How to kill a Jedi without using a weapon?

This is the challenge thrown to Mae, our former apprentice, by her master, who looks like a Sith and gossips like a Sith, but who has not yet had much time to embrace his alliances or his philosophy. As a final lesson in her training, Mae must kill at least one Jedi without using a weapon, in order to kill “the dream”. What a dream? The dream that all Jedi live in is, apparently, “a dream that they believe everyone shares.”

According to Mae’s master: “An acolyte kills without a weapon; a sidekick kills the dream.

What does that mean?

That means everyone fights kung fu, baby.

The Acolyte's hand-to-hand combat unfolded from the moment his trailers fell. There are very few things like it in live-action Star Wars – the gravitational coolness of lightsabers is too hard to escape. Jedi and Sith fight with swords; Everybody knows it. Smugglers and soldiers use blasters. Wookiees have crossbows that shoot lasers. Even Chirrut, Donnie Yen's enigmatic Force adherent, but certainly not Jedi, fights with a stick. Blame it on the accessory figurine market, I suppose.

Although Star Wars is rooted in the samurai film, it has precious few callbacks to the immortal trope of a fighter who refuses to draw his blade. But in The Acolyte, this is how every Mae vs. Jedi fight begins, because a Jedi will not rely on an unarmed enemy. In these first two episodes, Mae's clashes with Carrie-Anne Moss's Master Indara and Lee Jung-jae's Master Sol are hyper-fast, gripping battles for dominance, where we can see Mae's desperation contrasted with a cool unbreakable Jedi. We have these wild superhero moments where Mae is looking to steal a lightsaber. mid-fight and encounters an incredibly rapid twist of a supernaturally endowed body. It's the blow-for-blow, arm's-length, movement and counterattack suspense of a great hand-to-hand martial arts sequence.

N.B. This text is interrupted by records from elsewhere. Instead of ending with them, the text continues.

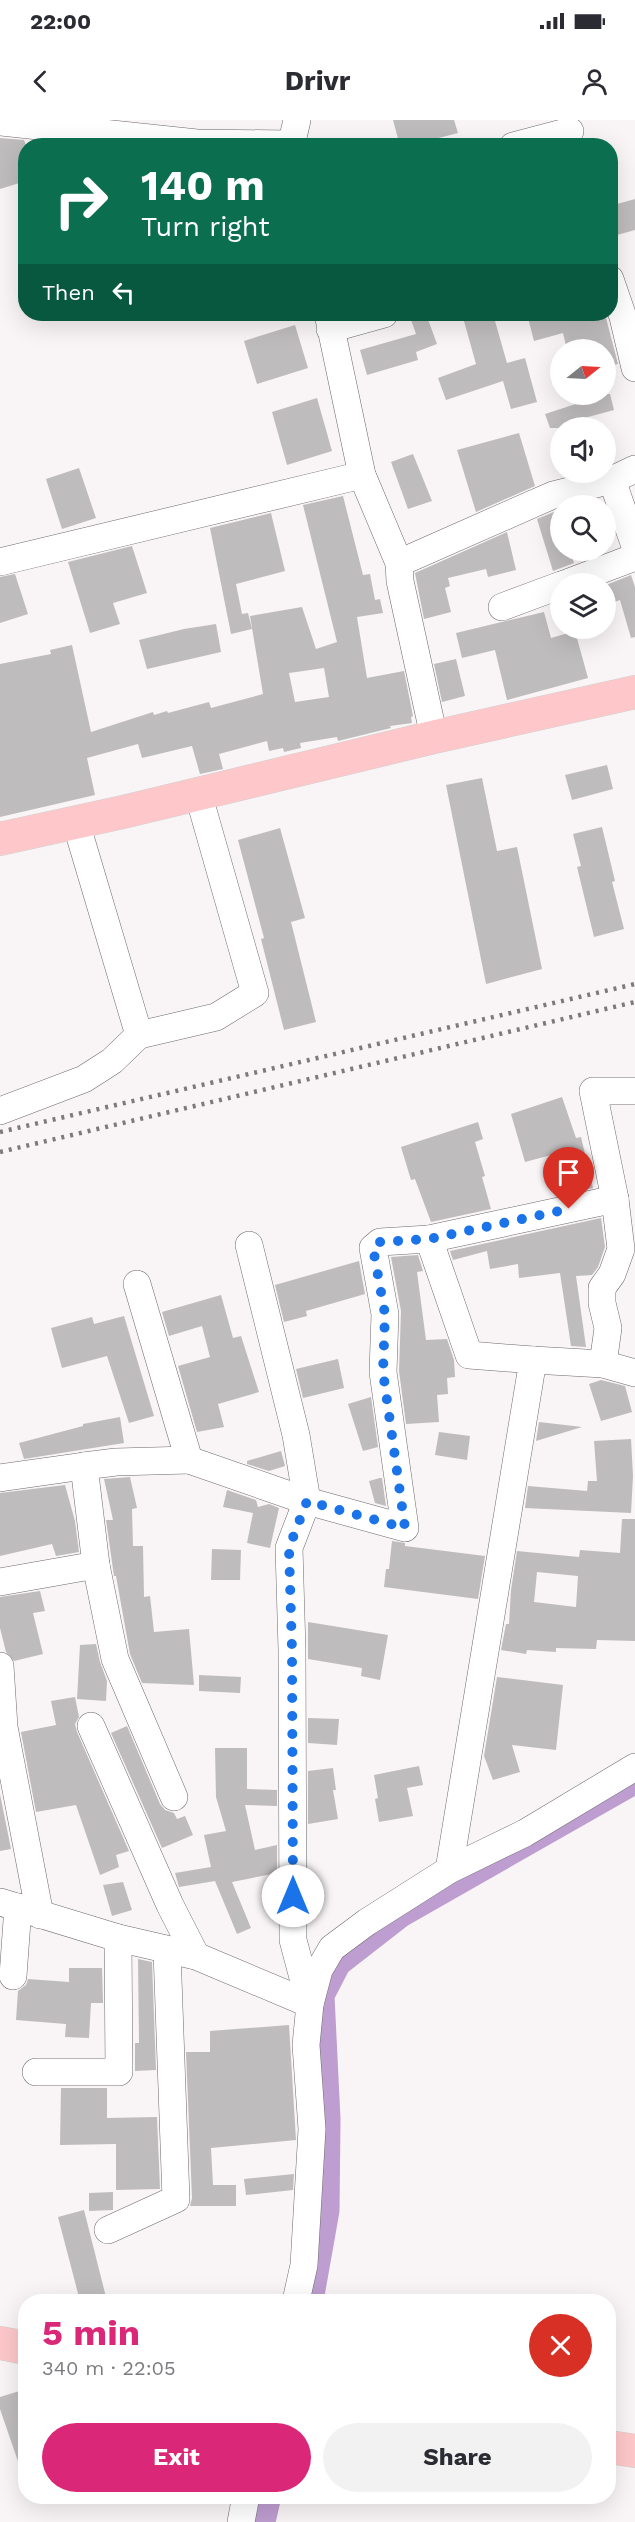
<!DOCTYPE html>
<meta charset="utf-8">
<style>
:root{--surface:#fff;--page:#f2f2f3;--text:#2b2b33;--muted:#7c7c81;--accent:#db2777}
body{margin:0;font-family:"Work Sans",sans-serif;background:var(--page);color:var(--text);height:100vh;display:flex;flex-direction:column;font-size:22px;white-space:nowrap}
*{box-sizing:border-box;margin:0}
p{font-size:20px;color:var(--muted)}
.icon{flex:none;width:33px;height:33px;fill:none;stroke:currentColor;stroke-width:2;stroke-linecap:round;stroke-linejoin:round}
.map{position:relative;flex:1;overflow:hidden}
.panel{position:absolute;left:18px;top:2174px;width:598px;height:210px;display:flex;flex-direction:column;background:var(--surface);border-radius:24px;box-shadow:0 6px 24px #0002}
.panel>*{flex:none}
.guide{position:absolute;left:18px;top:18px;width:600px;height:183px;border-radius:24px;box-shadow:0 6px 24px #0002;background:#0b6e4f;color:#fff;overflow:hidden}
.needle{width:39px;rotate:72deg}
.buttons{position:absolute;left:550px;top:219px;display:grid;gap:12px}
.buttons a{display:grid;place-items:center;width:66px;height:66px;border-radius:50%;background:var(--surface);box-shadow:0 6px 24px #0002;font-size:30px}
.pin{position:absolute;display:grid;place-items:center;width:51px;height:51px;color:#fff;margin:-62px -26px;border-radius:50% 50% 50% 0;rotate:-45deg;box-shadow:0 0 6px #0007}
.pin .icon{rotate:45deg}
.me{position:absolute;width:66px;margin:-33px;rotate:0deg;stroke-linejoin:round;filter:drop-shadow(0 0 4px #0008)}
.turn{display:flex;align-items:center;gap:21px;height:126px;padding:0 24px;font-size:27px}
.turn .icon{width:78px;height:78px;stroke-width:2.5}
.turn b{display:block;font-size:42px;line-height:51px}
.then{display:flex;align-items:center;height:57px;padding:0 24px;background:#0003;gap:12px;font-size:22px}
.round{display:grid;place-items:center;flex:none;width:63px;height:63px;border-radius:32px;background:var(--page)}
.head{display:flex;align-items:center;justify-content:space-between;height:102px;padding:0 24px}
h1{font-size:36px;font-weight:700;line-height:45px;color:var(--accent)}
.action{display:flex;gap:12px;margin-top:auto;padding:12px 24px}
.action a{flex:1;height:69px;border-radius:36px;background:var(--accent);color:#fff;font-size:24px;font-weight:700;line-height:69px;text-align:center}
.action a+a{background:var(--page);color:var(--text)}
.status{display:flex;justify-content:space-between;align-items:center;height:42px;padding:0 30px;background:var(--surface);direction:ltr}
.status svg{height:16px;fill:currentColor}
header{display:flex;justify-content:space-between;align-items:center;height:78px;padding:0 24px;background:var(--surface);font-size:27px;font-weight:700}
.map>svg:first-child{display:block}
</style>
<div class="status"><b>22:00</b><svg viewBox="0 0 49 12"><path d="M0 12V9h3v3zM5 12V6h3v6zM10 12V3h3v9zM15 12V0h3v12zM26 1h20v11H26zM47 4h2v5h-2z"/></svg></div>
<header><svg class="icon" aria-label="back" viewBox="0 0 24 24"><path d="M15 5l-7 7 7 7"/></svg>Drivr<svg class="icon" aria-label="person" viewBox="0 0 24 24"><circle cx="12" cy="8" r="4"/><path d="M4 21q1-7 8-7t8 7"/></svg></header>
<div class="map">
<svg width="635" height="2402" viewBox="0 0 635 2402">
<rect width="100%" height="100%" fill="#f9f4f5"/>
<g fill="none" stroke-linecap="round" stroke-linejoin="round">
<!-- canal -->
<g stroke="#be9dd0" stroke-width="21">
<polyline points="313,2181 329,2091 330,1999 324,1876 340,1845 403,1796 635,1664"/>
<polyline points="265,2402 271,2376"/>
</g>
</g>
<!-- building -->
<g fill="#bfbcbe" fill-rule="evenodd">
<polygon points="393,0 454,0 458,13 427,21 428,26 400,26"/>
<polygon points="0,18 24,20 26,25 26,61 0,69"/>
<polygon points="635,79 635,110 610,117 610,86"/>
<polygon points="409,194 426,194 437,224 416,232 418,240 367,255 360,230 416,214"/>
<polygon points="462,194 493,194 507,243 525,238 537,282 511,289 503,261 446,280 438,258 476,244"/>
<polygon points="527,194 605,194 618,244 606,247 606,230 567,230 563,213 534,221"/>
<polygon points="295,205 308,248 257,264 244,221"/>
<polygon points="583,274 610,274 614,290 577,300 579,308 550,308 545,294 585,281"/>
<polygon points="317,278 332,331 287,345 272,292"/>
<polygon points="519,313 535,366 476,392 457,330"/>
<polygon points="413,334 432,381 408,389 391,342"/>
<polygon points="79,348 96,398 62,409 46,359"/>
<path d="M343 376 363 455 370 454 375 480 380 479 383 493 357 497 367 558 404 551 413 596 411 597 412 603 390 606 391 608 342 620 338 621 337 617 300 623 301 628 284 632 283 628 269 631 267 621 219 634 223 649 200 654 192 626 142 638 138 624 87 638 95 675 0 697V544L51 534 50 530 72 525 91 612 153 592 154 595 167 591 168 593 209 582 211 588 263 574 250 496 302 487 316 529 337 522 303 385ZM324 548 329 577 295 582 289 553Z"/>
<polygon points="561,389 561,430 569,430 574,443 553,451 537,399"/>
<polygon points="271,393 285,451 236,464 242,494 248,493 252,509 231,514 210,408"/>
<polygon points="507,412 516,450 488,457 486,449 448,458 450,466 445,468 451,492 424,499 415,453"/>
<polygon points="132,426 147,473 113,483 120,504 90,513 68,442"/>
<polygon points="15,454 28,494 0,503 0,457"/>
<polygon points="631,455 635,467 635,517 631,518 620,480 606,485 606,465"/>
<polygon points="544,492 551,518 575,511 588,558 507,580 495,530 462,538 456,513"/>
<polygon points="216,504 221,532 147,549 139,520 184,509"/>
<polygon points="456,539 465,576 442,582 434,544"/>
<polygon points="607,645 613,669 572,680 565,655"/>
<polygon points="482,658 497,731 517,727 542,849 486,864 446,665"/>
<polygon points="602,707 615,761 612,762 624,809 594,817 577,747 581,746 573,714"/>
<polygon points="280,708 305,798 291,802 316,902 284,910 261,819 264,818 238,720"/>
<polygon points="562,977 576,1018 581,1017 593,1068 565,1074 555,1034 525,1042 511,994"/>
<polygon points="478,1002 483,1019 475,1022 485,1056 482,1057 491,1089 431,1102 415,1059 411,1060 401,1027"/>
<polygon points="601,1098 605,1127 598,1147 592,1155 576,1156 586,1227 571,1226 560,1153 519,1158 518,1144 490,1149 487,1131 453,1140 450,1131"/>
<polygon points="418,1135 423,1151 417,1152 426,1220 447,1219 454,1240 455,1257 447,1258 448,1274 437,1275 439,1302 406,1304 399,1251 401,1191 391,1137"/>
<polygon points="359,1141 365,1174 306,1191 307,1196 284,1202 275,1165"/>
<polygon points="221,1175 233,1218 241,1216 259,1272 218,1284 224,1307 197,1312 178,1246 210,1237 202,1206 169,1216 162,1192"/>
<polygon points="124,1196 154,1296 129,1303 107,1236 62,1248 51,1208 92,1197 94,1204"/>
<polygon points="338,1239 344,1268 303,1278 296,1249"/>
<polygon points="601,1260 625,1266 632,1292 601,1301 589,1264"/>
<polygon points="371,1277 378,1327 363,1331 348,1284"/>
<polygon points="120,1297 124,1323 24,1339 19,1323 83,1306 83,1304"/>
<polygon points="539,1302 582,1307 536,1321"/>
<polygon points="439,1312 470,1316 467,1340 435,1335"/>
<polygon points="631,1319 633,1356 631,1393 525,1388 528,1366 587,1371 588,1361 597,1361 594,1321"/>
<polygon points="281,1331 285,1346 269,1351 247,1344 247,1341"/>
<polygon points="130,1357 137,1388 132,1389 133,1426 143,1426 144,1477 150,1476 154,1512 189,1509 194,1565 142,1563 130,1534 116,1456 114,1456 106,1400 113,1400 104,1359"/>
<polygon points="380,1358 382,1358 386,1386 375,1383 369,1361"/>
<polygon points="65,1365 75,1401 79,1432 56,1436 52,1424 0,1436 0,1373"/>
<polygon points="227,1370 256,1380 258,1387 269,1384 279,1388 270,1428 247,1423 253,1393 223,1387"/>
<path d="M622 1399H635V1521L597 1520 596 1529 556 1528V1532L527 1530 526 1534 501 1530 506 1504H509L511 1470 517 1431 579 1437 580 1430 620 1433ZM537 1452 578 1456 576 1487 534 1482Z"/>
<polygon points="392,1421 405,1423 405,1426 485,1436 478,1479 384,1467 386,1449 389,1449"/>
<polygon points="212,1429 241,1430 240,1460 211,1460"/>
<polygon points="40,1471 45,1491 33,1493 43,1534 14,1541 6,1532 0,1508 0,1477"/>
<polygon points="308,1502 388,1515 380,1560 361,1556 362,1548 308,1539"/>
<polygon points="96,1524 100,1542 107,1561 106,1581 77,1579 80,1525"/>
<polygon points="199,1555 241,1557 240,1573 199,1571"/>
<polygon points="497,1557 563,1565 556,1630 512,1625 520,1652 493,1660 484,1636"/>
<polygon points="75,1577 79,1597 75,1604 77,1612 129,1731 116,1735 119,1747 100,1755 76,1685 36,1692 21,1612 56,1605 51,1581"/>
<polygon points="308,1598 339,1599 337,1625 308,1623"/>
<polygon points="127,1606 160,1684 165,1690 174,1693 177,1699 185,1696 193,1715 162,1728 111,1613"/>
<polygon points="215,1628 247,1628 247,1669 277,1670 277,1686 245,1685 255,1730 277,1725 277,1753 232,1762 251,1808 237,1814 215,1761 179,1767 175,1753 211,1747 204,1715 226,1711 216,1677"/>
<polygon points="419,1646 423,1665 407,1668 413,1696 379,1702 375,1679 378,1678 374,1655"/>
<polygon points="333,1648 336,1670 333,1670 338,1699 308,1704 308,1651"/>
<polygon points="0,1674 11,1729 0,1731"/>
<polygon points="123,1762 132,1790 112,1796 103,1765"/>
<polygon points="138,1839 152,1842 156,1950 135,1951 135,1923 139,1923"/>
<polygon points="69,1848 102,1848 103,1883 91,1883 89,1918 65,1917 66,1904 16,1900 18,1871 26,1865 28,1859 69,1862"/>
<polygon points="289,1905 296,2020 211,2028 213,2065 236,2065 236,2086 190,2086 192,2078 186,1932 210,1932 210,1911"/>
<polygon points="61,1968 107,1968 107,1998 157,1997 160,2069 116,2070 116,2024 60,2025"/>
<polygon points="294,2054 293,2070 246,2075 244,2059"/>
<polygon points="113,2072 113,2090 89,2091 89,2073"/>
<polygon points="84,2090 107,2181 80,2181 58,2097"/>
<polygon points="26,2269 26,2356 23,2356 0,2289 0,2277"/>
</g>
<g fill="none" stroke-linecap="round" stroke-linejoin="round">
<!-- minor casing -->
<g stroke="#6e6a6b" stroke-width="28">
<g id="minor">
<polyline points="0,2 197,23 291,24"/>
<polyline points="291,26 297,0"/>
<polyline points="513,26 570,11"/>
<polyline points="610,159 623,197 635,248"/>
<polyline points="328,194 362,355 399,443 400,461 434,617"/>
<polyline points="330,209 384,194"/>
<polyline points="612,360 635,426"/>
<polyline points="0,442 362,355"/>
<polyline points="399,443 553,375 612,360 635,349"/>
<polyline points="564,464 635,437"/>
<polyline points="502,487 561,465"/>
<polyline points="139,915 216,897 255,873 198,673"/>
<polyline points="0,991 84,959 112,941 139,915 76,703"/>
<polyline points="429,1119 615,1079 593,971 635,971"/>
<polyline points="137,1164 189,1340 307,1381 405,1408 383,1252 385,1194 373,1128 380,1122 429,1119 469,1235 533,1240 449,1750"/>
<polyline points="533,1240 603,1244 635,1253"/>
<polyline points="603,1244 608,1208 602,1183 602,1168 612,1154 621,1129 615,1079"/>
<polyline points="0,1358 84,1346"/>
<polyline points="0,1462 96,1445"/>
<polyline points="0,1546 4,1607 40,1795"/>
<polyline points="91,1606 170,1785 196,1836"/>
<polyline points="174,1677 115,1539 96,1445 84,1346 116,1342 189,1340"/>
<polyline points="0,1782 118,1818 196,1836 310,1884 293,1820 292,1530 289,1428 307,1381 296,1315 249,1125"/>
<polyline points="13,1856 18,1787"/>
<polyline points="36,1952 119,1952 118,1818"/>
<polyline points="108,2110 176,2079 167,1831"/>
<polyline points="296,2181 304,2145 312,2009 306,1925 310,1884 319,1850 332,1828 367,1802 449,1750 525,1713 635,1647"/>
<polyline points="241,2402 246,2376"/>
</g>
</g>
<!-- major casing -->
<g stroke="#d0d0d0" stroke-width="34">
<g id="major">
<polyline points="0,719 123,692 434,617 635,572"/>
<polyline points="0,2223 26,2228"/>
<polyline points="609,2327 635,2331"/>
</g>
</g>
<!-- minor -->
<use href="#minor" stroke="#fff" stroke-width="27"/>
<!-- major -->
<use href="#major" stroke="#fec8ca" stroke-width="33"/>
<!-- rail -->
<g stroke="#7e7a7b" stroke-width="4.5" stroke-dasharray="3 6" stroke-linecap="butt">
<polyline points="0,1012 635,864"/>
<polyline points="0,1032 635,882"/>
</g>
</g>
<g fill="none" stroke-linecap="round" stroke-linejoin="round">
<!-- route -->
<polyline stroke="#1a73e8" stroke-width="10" stroke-dasharray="0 18" points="293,1776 292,1530 289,1428 307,1381 405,1408 383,1252 385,1194 373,1128 380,1122 429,1119 569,1089"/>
</g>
</svg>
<div class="buttons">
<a><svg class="needle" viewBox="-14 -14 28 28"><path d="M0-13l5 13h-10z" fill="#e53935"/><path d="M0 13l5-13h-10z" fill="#7c7c81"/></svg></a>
<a><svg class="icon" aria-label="sound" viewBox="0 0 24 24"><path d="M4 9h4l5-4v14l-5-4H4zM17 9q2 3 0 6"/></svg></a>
<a><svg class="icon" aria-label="search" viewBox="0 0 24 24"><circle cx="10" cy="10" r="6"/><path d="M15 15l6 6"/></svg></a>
<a><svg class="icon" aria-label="layers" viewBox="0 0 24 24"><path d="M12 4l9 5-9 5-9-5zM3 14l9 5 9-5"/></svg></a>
</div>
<div class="pin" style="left:569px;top:1089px;background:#d93025"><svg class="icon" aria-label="arrive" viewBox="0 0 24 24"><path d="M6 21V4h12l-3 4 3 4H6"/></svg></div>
<svg class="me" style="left:293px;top:1776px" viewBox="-20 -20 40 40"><circle r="19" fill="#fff"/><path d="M0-13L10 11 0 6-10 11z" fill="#1a73e8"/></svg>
<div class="guide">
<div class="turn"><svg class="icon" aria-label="right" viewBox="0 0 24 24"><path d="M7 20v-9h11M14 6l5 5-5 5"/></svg><div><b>140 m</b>Turn right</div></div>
<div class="then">Then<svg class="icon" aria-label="left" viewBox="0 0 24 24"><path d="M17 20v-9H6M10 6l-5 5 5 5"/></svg></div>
</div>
<section class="panel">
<div class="head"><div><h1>5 min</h1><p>340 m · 22:05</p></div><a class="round" style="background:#d93025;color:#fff"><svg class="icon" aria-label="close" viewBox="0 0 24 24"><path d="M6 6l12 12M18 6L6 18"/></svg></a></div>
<div class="action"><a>Exit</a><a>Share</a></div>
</section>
</div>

Mae's quest to kill an unarmed Jedi takes Star Wars back to the realm of fight scene cinema that the franchise developed during the production of the previous films, but which has rarely, if ever, been matched in live action since. But it also gives The Acolyte his best mystery. Not a thriller, but a How to do it?

Sol and his allies solve a murder mystery, sure – we've seen it a million times – but here Mae is banging her head on a koan handed to her by a murder Buddhist, and I'm waiting just the moment she realizes that maybe the answer is not literal.